= Villa Salmela =

Villa Salmela, also known as the Summer home of Karelians, is a villa in the Jollas area of Laajasalo in Helsinki, Finland. It is located in the Villinki Strait opposite the island of Villinki. A summer café is operated in the villa. The villa also has a sauna, which can be used by the public at certain times. The villa is administered by the association Pääsky, which is formed by all the Karelian associations of the Greater Helsinki area.

The villa was built in 1886. At the time, it could be reached by a boat three times a week. The original name of the villa was Villa Bergsund, and its first owner was the Actual State Councillor Jaakko Sjölin (1836–1916), who worked as the general director of the Land Survey of Uusimaa.
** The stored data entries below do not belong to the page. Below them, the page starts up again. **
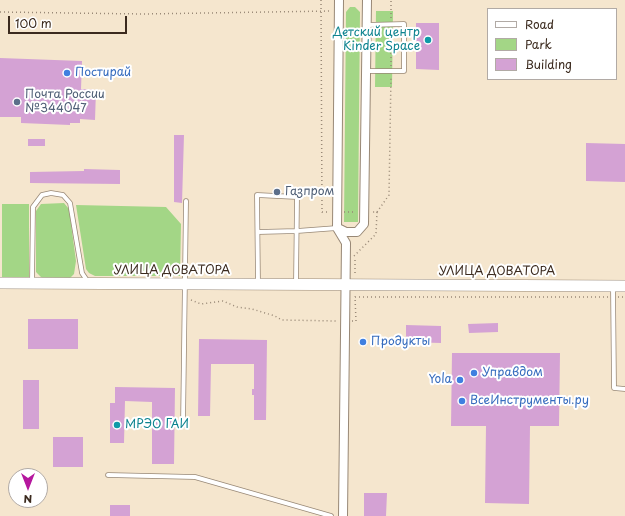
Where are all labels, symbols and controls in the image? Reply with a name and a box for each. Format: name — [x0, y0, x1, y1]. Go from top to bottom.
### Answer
scale bar — [10, 8, 129, 34]
legend — [487, 8, 617, 80]
text: 100 m — [15, 14, 52, 32]
text: Road — [525, 15, 554, 33]
place label: Детский центр Kinder Space — [333, 26, 420, 54]
marker: Детский центр Kinder Space — [423, 35, 433, 45]
text: Park — [525, 35, 552, 53]
text: Building — [525, 55, 572, 73]
place label: Постирай — [75, 66, 131, 80]
marker: Постирай — [62, 68, 72, 78]
place label: Почта России №344047 — [25, 88, 105, 116]
marker: Почта России №344047 — [12, 97, 22, 107]
place label: Газпром — [285, 185, 334, 199]
marker: Газпром — [272, 187, 282, 197]
street label: УЛИЦА ДОВАТОРА — [114, 264, 230, 278]
street label: УЛИЦА ДОВАТОРА — [439, 265, 555, 279]
place label: Продукты — [371, 335, 430, 349]
marker: Продукты — [358, 337, 368, 347]
place label: Управдом — [482, 366, 543, 380]
marker: Управдом — [469, 368, 479, 378]
place label: Yola — [428, 373, 452, 387]
marker: Yola — [455, 375, 465, 385]
place label: ВсеИнструменты.ру — [470, 394, 589, 408]
marker: ВсеИнструменты.ру — [457, 396, 467, 406]
place label: МРЭО ГАИ — [125, 418, 189, 432]
marker: МРЭО ГАИ — [112, 420, 122, 430]
north arrow — [8, 468, 48, 508]
text: N — [24, 491, 32, 508]

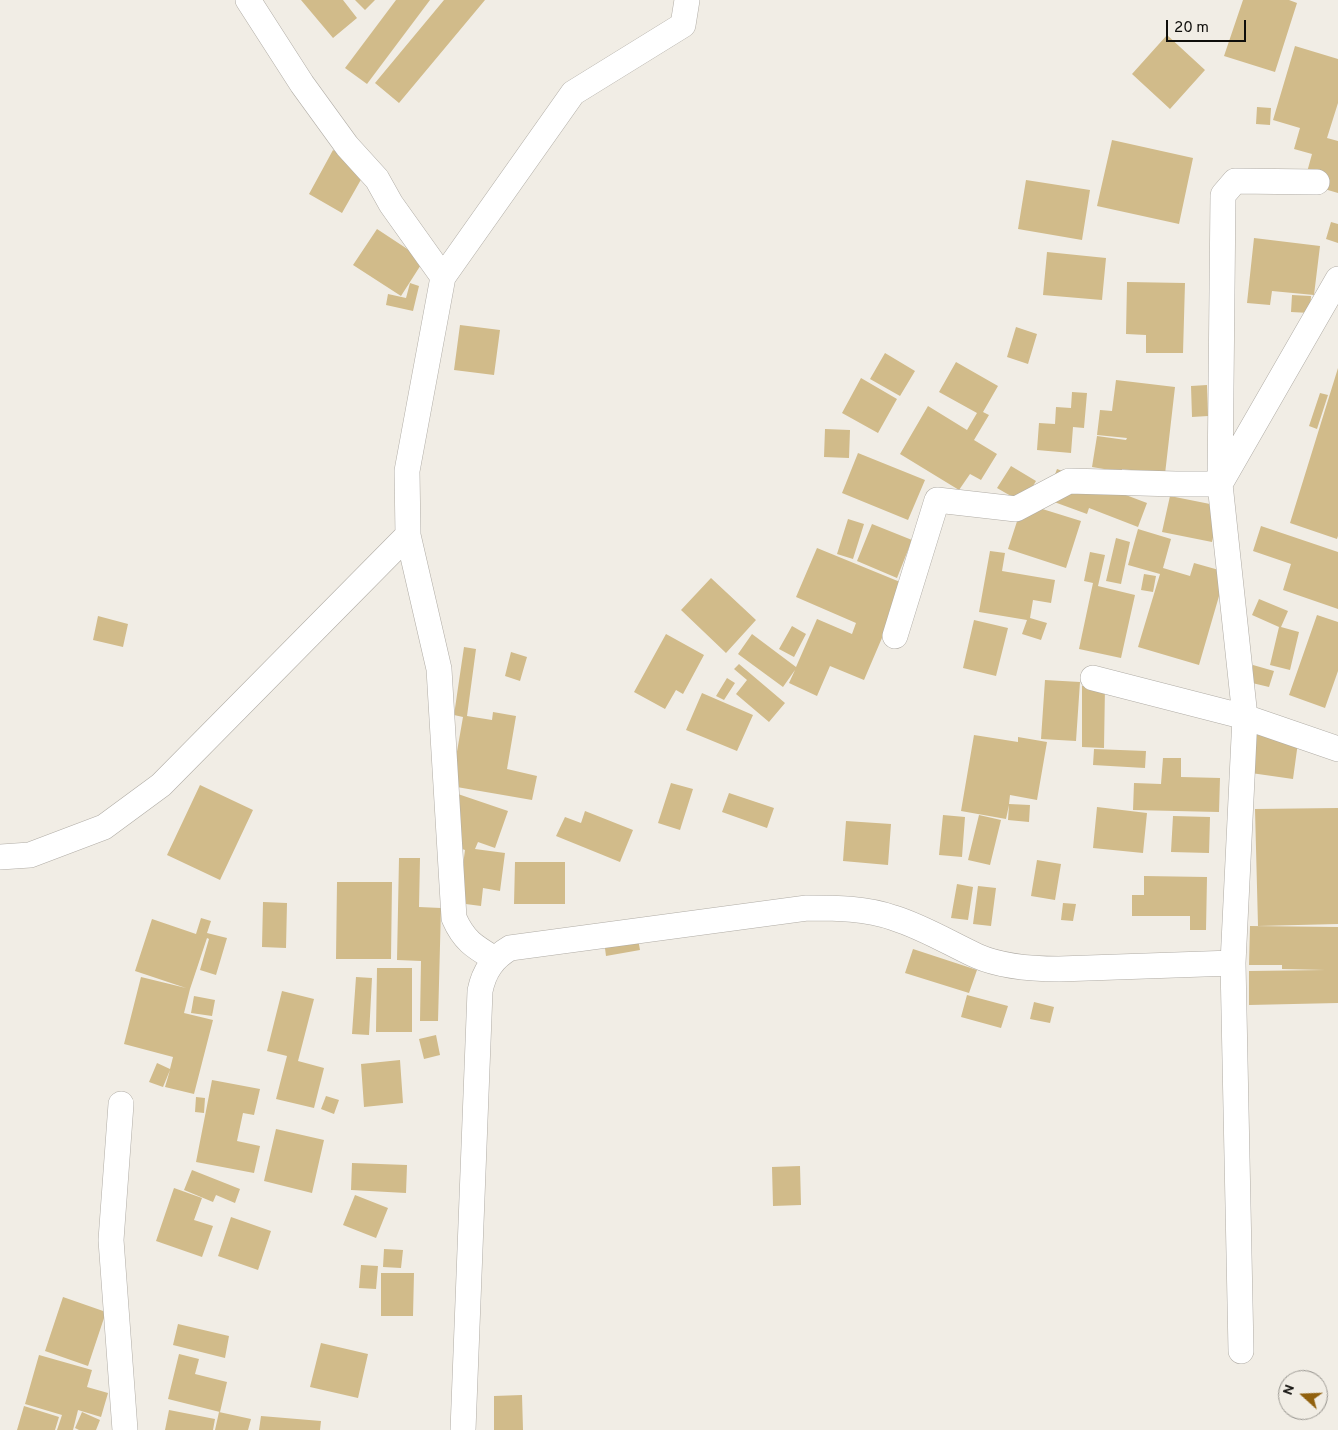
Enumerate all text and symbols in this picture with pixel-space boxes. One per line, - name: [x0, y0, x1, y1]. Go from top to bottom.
- scale bar: [1168, 10, 1248, 42]
- text: 20 m: [1174, 19, 1209, 38]
- north arrow: [1278, 1370, 1328, 1420]
- text: N: [1280, 1382, 1299, 1398]

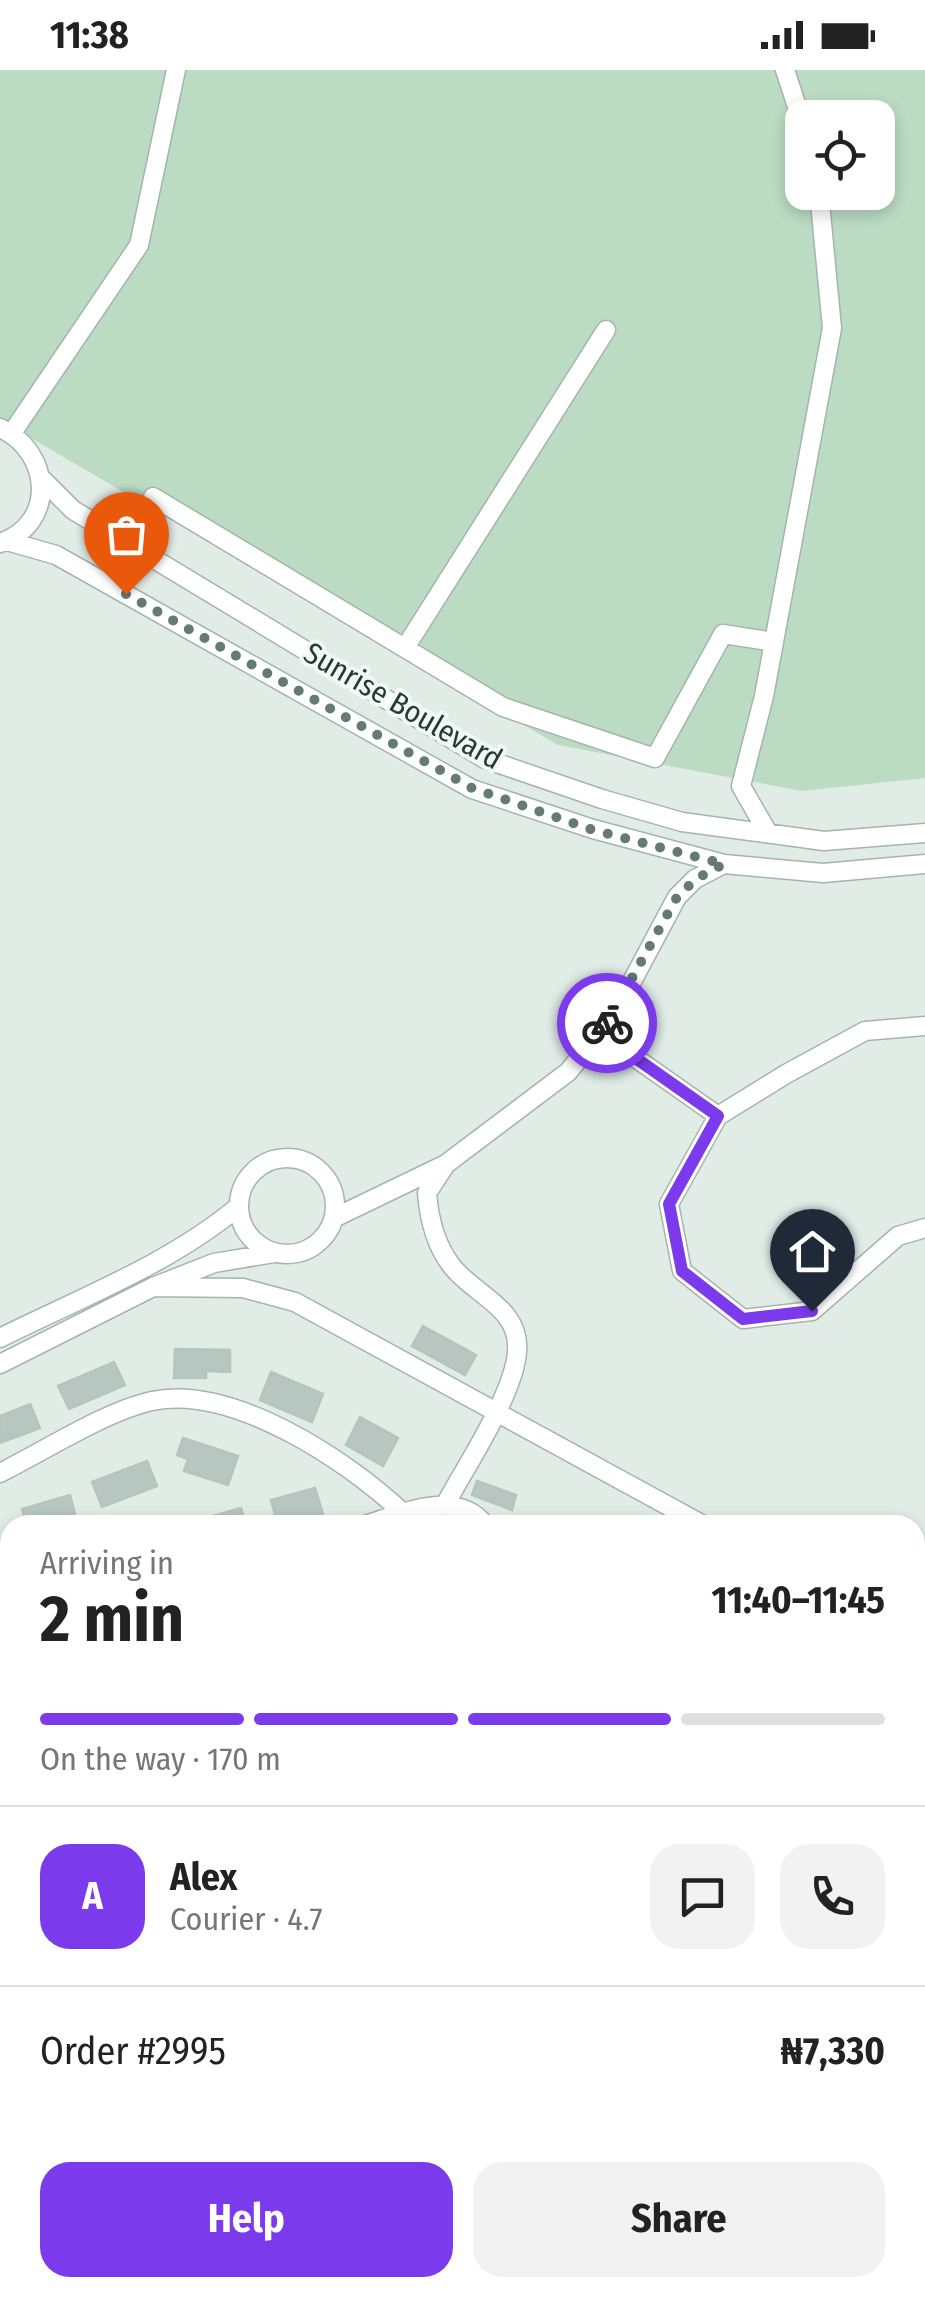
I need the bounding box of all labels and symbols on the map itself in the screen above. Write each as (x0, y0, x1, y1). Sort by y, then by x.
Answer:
pin (84, 492, 169, 595)
street label: Sunrise Boulevard (298, 635, 508, 777)
courier (557, 973, 657, 1073)
pin (770, 1209, 855, 1312)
Altogether the villa has had five owners.

The city of Helsinki bought the villa, and in 1969 it rented it out to the Karelian associations of the Greater Helsinki. This led to the formation of the association Pääsky, the association of Karelian societies in the Greater Helsinki area. In 2006, the association initiated the renovation and development of the villa. Stairs were built to the villa, and a patio café was built.

In 2010, the houses in the area were connected to the water pipe and sewage network of the city, and modern sanitary facilities were built in the villa. The kitchen was renovated, the ovens were rebuilt, and the floors were repaired.